"""

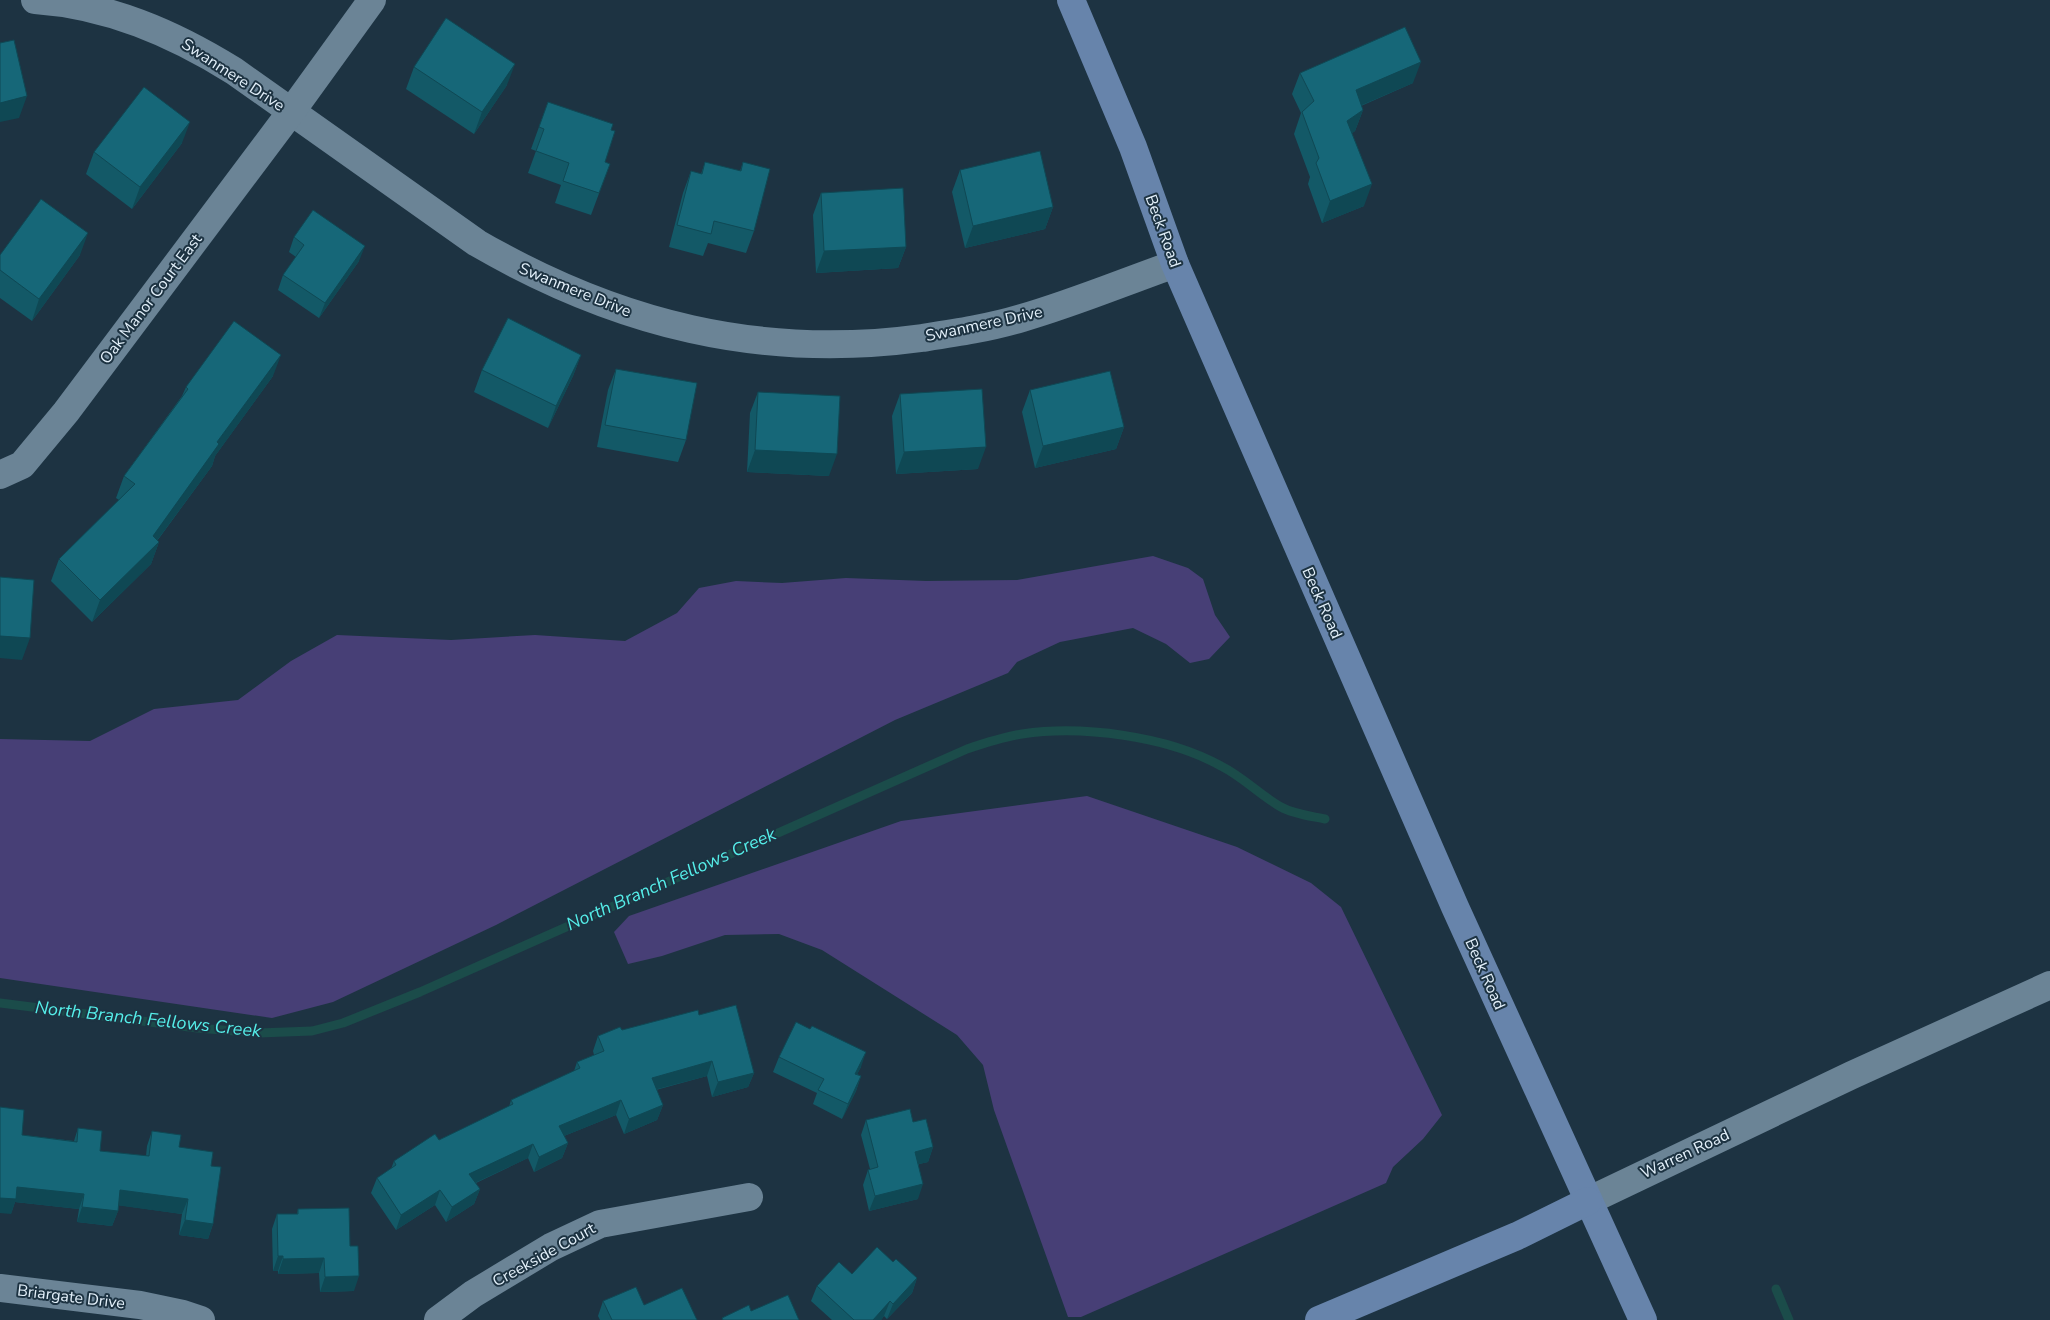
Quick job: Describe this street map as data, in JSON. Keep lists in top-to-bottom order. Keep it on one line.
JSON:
{"streets":{"main road":["Beck Road","Warren Road"],"street":["Swanmere Drive","Oak Manor Court East","Creekside Court","Briargate Drive"]},"crossings":[["Swanmere Drive","Beck Road"],["Swanmere Drive","Oak Manor Court East"],["Beck Road","Warren Road"]],"water":["North Branch Fellows Creek"]}
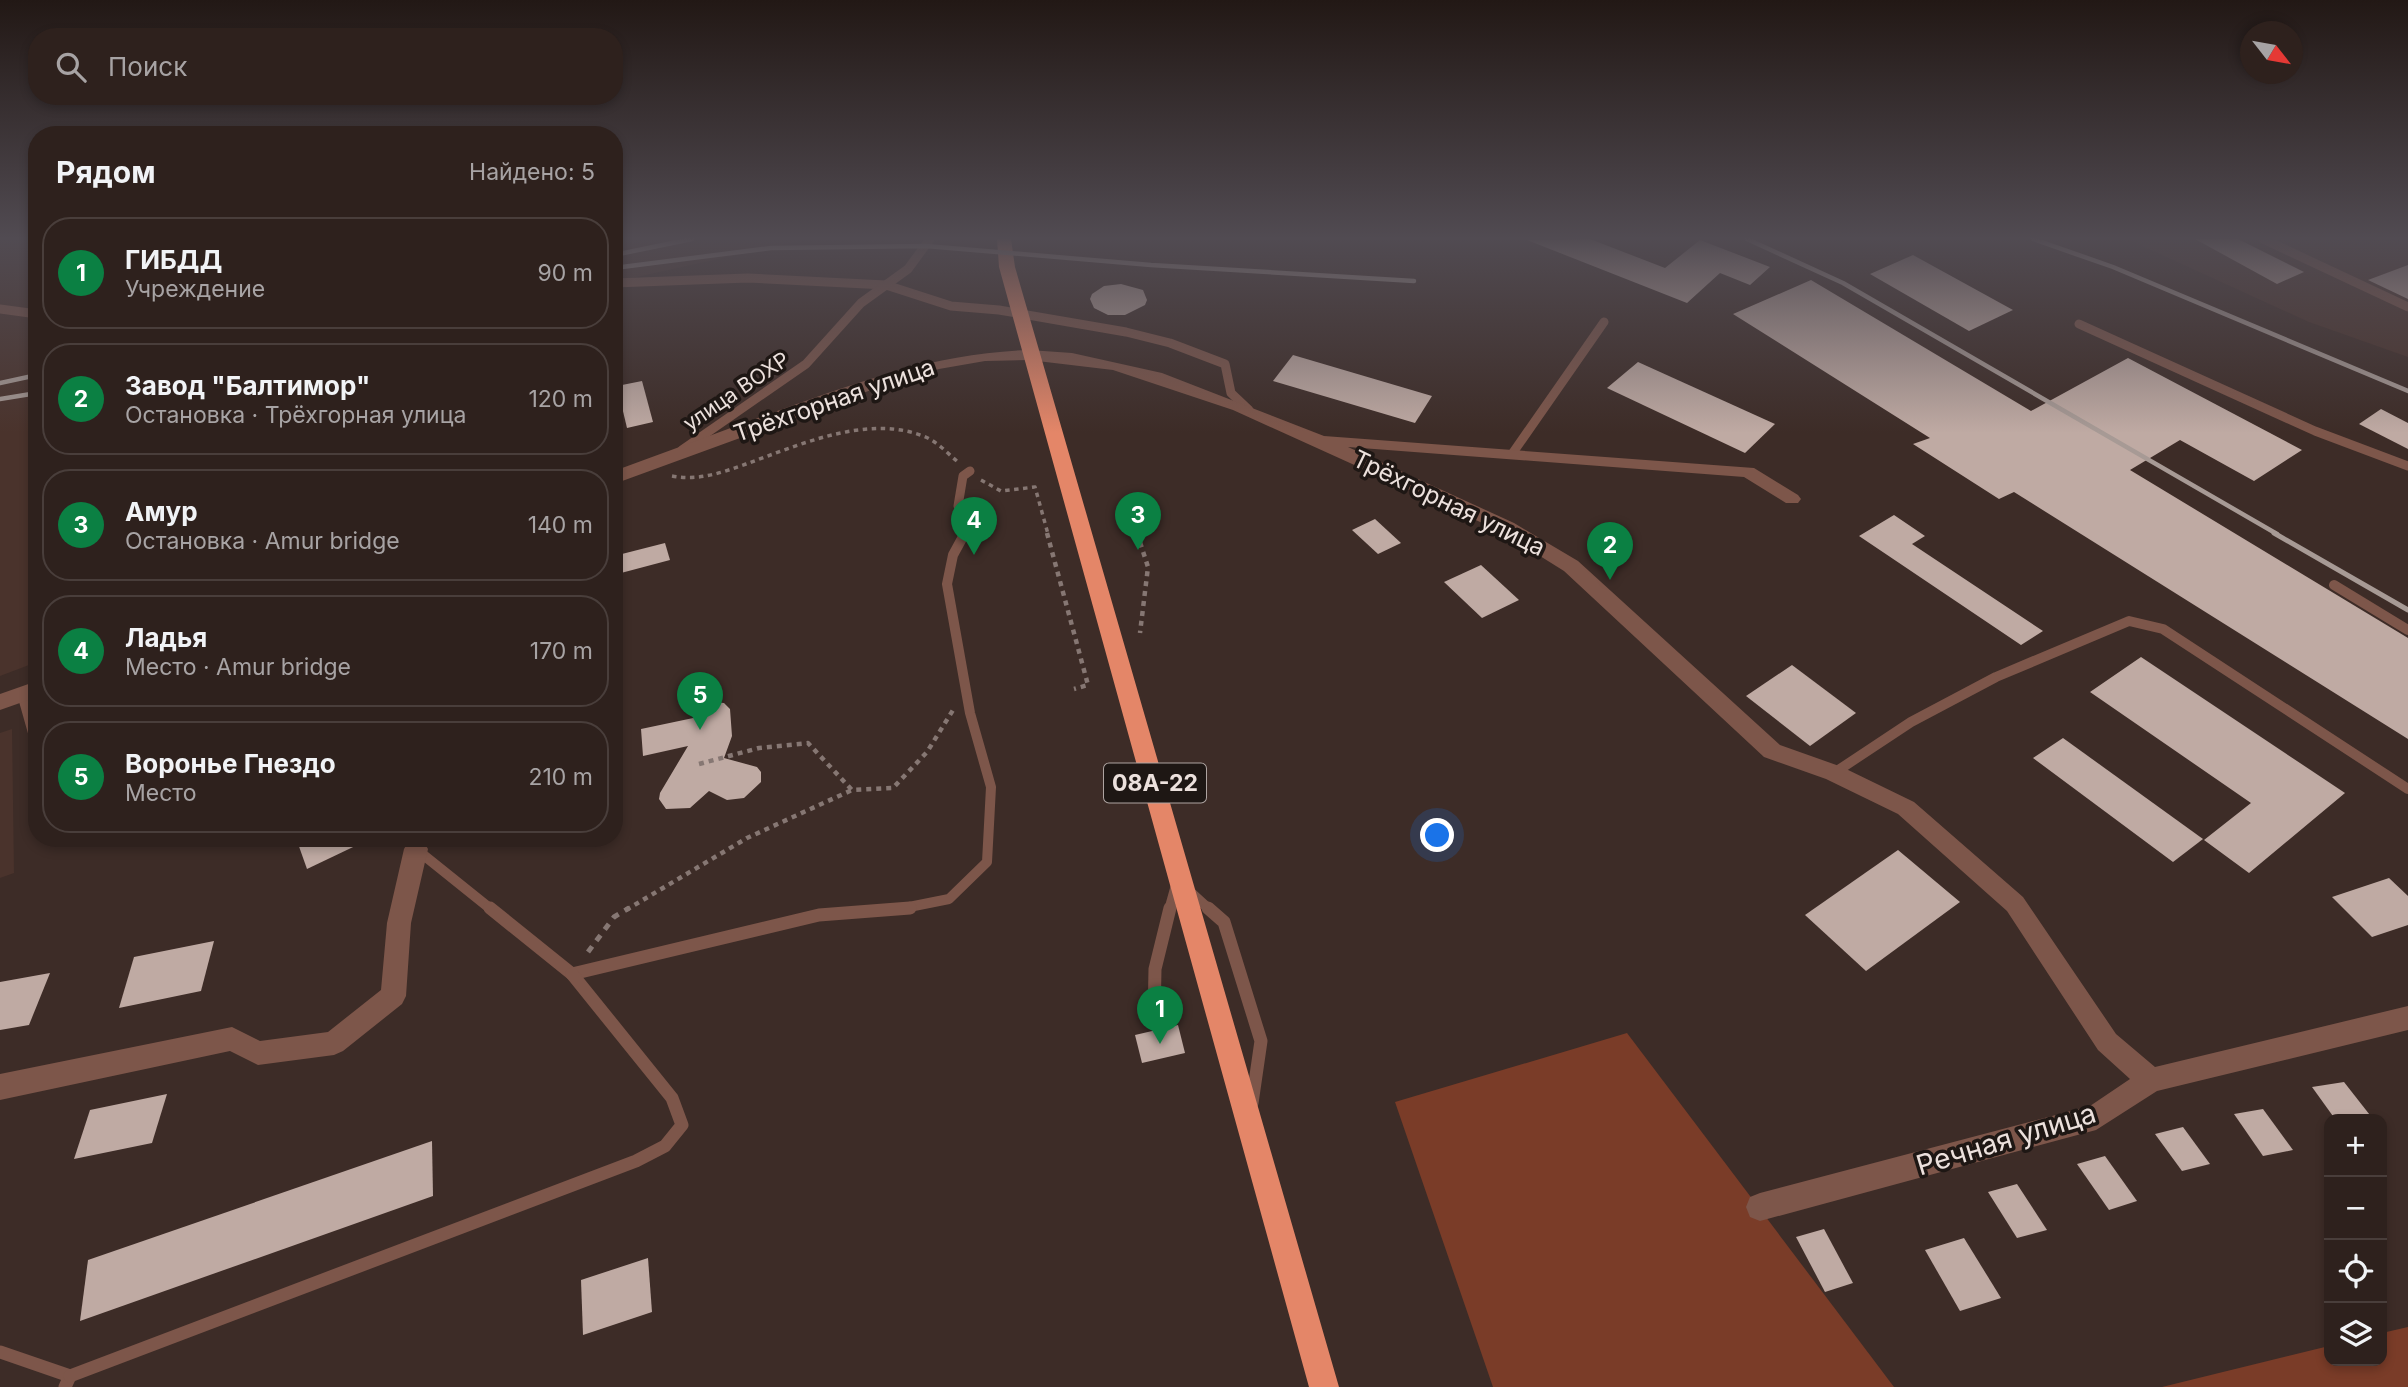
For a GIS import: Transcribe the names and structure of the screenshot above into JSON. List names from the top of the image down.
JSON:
{
  "streets": {
    "highway": ["08А-22"],
    "street": ["Трёхгорная улица", "Речная улица"],
    "lane": ["улица ВОХР"]
  },
  "crossings": [
    ["улица ВОХР", "Трёхгорная улица"],
    ["Трёхгорная улица", "Речная улица"]
  ],
  "north": "bottom right",
  "page": {
    "search": "Поиск",
    "heading": ["Рядом", "Найдено: 5"],
    "list": [
      {
        "mark": "1",
        "name": "ГИБДД",
        "note": "Учреждение",
        "value": "90 m"
      },
      {
        "mark": "2",
        "name": "Завод \"Балтимор\"",
        "note": "Остановка · Трёхгорная улица",
        "value": "120 m"
      },
      {
        "mark": "3",
        "name": "Амур",
        "note": "Остановка · Amur bridge",
        "value": "140 m"
      },
      {
        "mark": "4",
        "name": "Ладья",
        "note": "Место · Amur bridge",
        "value": "170 m"
      },
      {
        "mark": "5",
        "name": "Воронье Гнездо",
        "note": "Место",
        "value": "210 m"
      }
    ],
    "pins": [
      "3",
      "4",
      "2",
      "5",
      "1"
    ],
    "map_buttons": ["+", "−"]
  }
}
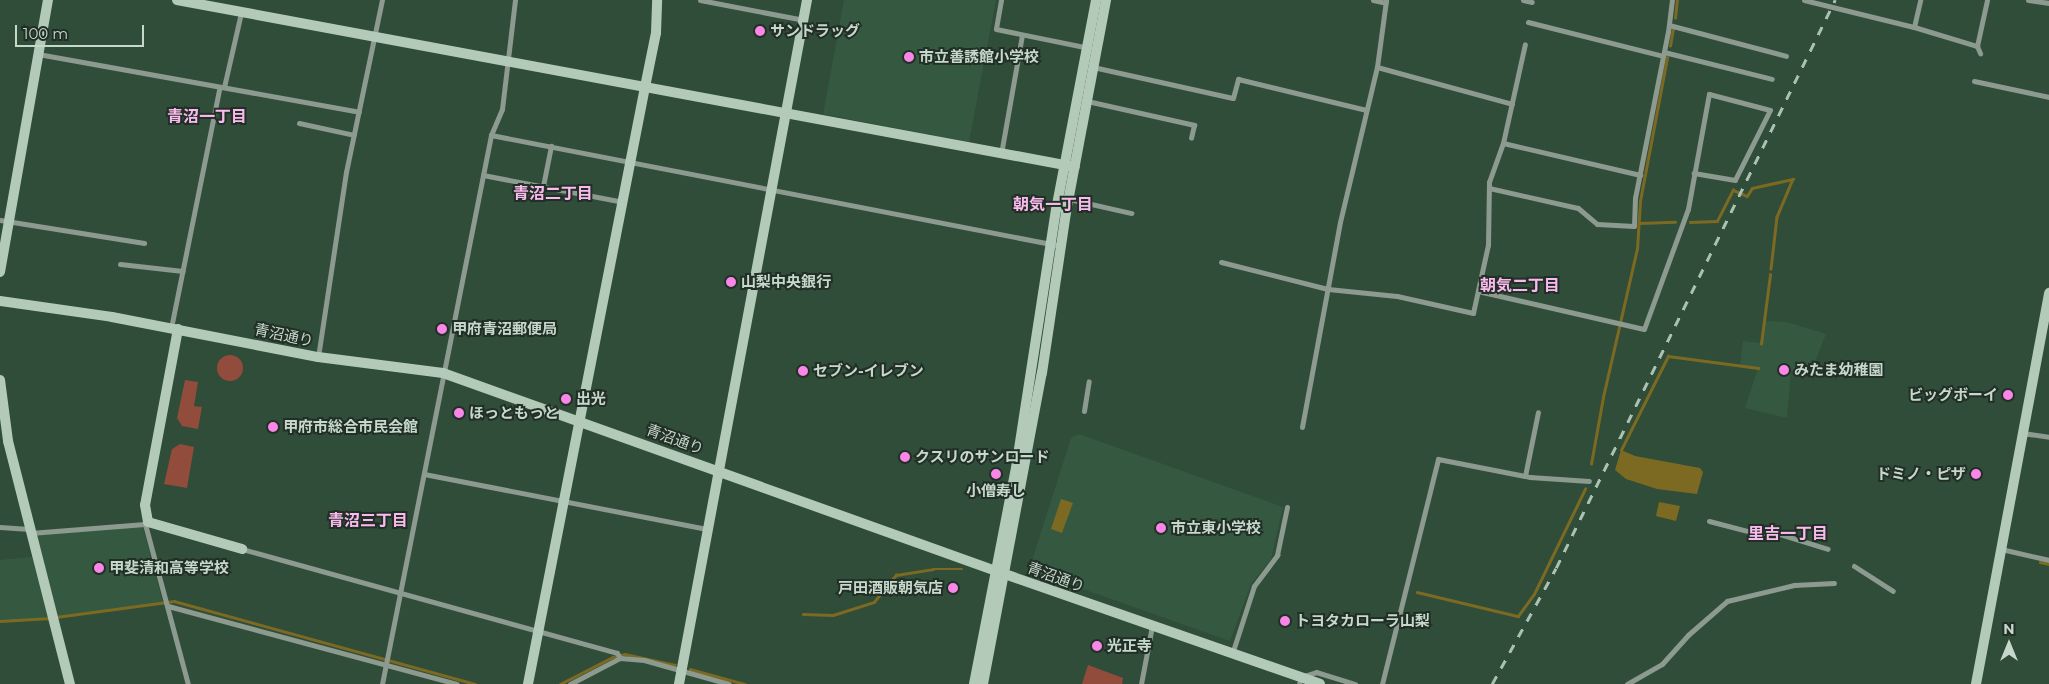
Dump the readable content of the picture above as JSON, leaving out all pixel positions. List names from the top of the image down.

"""

→ **EXERCISE**: Output each entry shown above exactly as it stands, with all pictures removed.

→ **WRITTEN ANSWER**:
Quick job: Describe this street map as data, in JSON. Keep lists in top-to-bottom order. Keep it on one line.
JSON:
{"streets":{"main road":["Beck Road","Warren Road"],"street":["Swanmere Drive","Oak Manor Court East","Creekside Court","Briargate Drive"]},"crossings":[["Swanmere Drive","Beck Road"],["Swanmere Drive","Oak Manor Court East"],["Beck Road","Warren Road"]],"water":["North Branch Fellows Creek"]}
For a GIS import: Transcribe the names and structure of the screenshot above into JSON. List names from the top of the image down.
JSON:
{
  "streets": {
    "highway": ["08А-22"],
    "street": ["Трёхгорная улица", "Речная улица"],
    "lane": ["улица ВОХР"]
  },
  "crossings": [
    ["улица ВОХР", "Трёхгорная улица"],
    ["Трёхгорная улица", "Речная улица"]
  ],
  "north": "bottom right",
  "page": {
    "search": "Поиск",
    "heading": ["Рядом", "Найдено: 5"],
    "list": [
      {
        "mark": "1",
        "name": "ГИБДД",
        "note": "Учреждение",
        "value": "90 m"
      },
      {
        "mark": "2",
        "name": "Завод \"Балтимор\"",
        "note": "Остановка · Трёхгорная улица",
        "value": "120 m"
      },
      {
        "mark": "3",
        "name": "Амур",
        "note": "Остановка · Amur bridge",
        "value": "140 m"
      },
      {
        "mark": "4",
        "name": "Ладья",
        "note": "Место · Amur bridge",
        "value": "170 m"
      },
      {
        "mark": "5",
        "name": "Воронье Гнездо",
        "note": "Место",
        "value": "210 m"
      }
    ],
    "pins": [
      "3",
      "4",
      "2",
      "5",
      "1"
    ],
    "map_buttons": ["+", "−"]
  }
}
Dump the readable content of the picture above as JSON, leaving out all pixel positions. List names from the top of the image down.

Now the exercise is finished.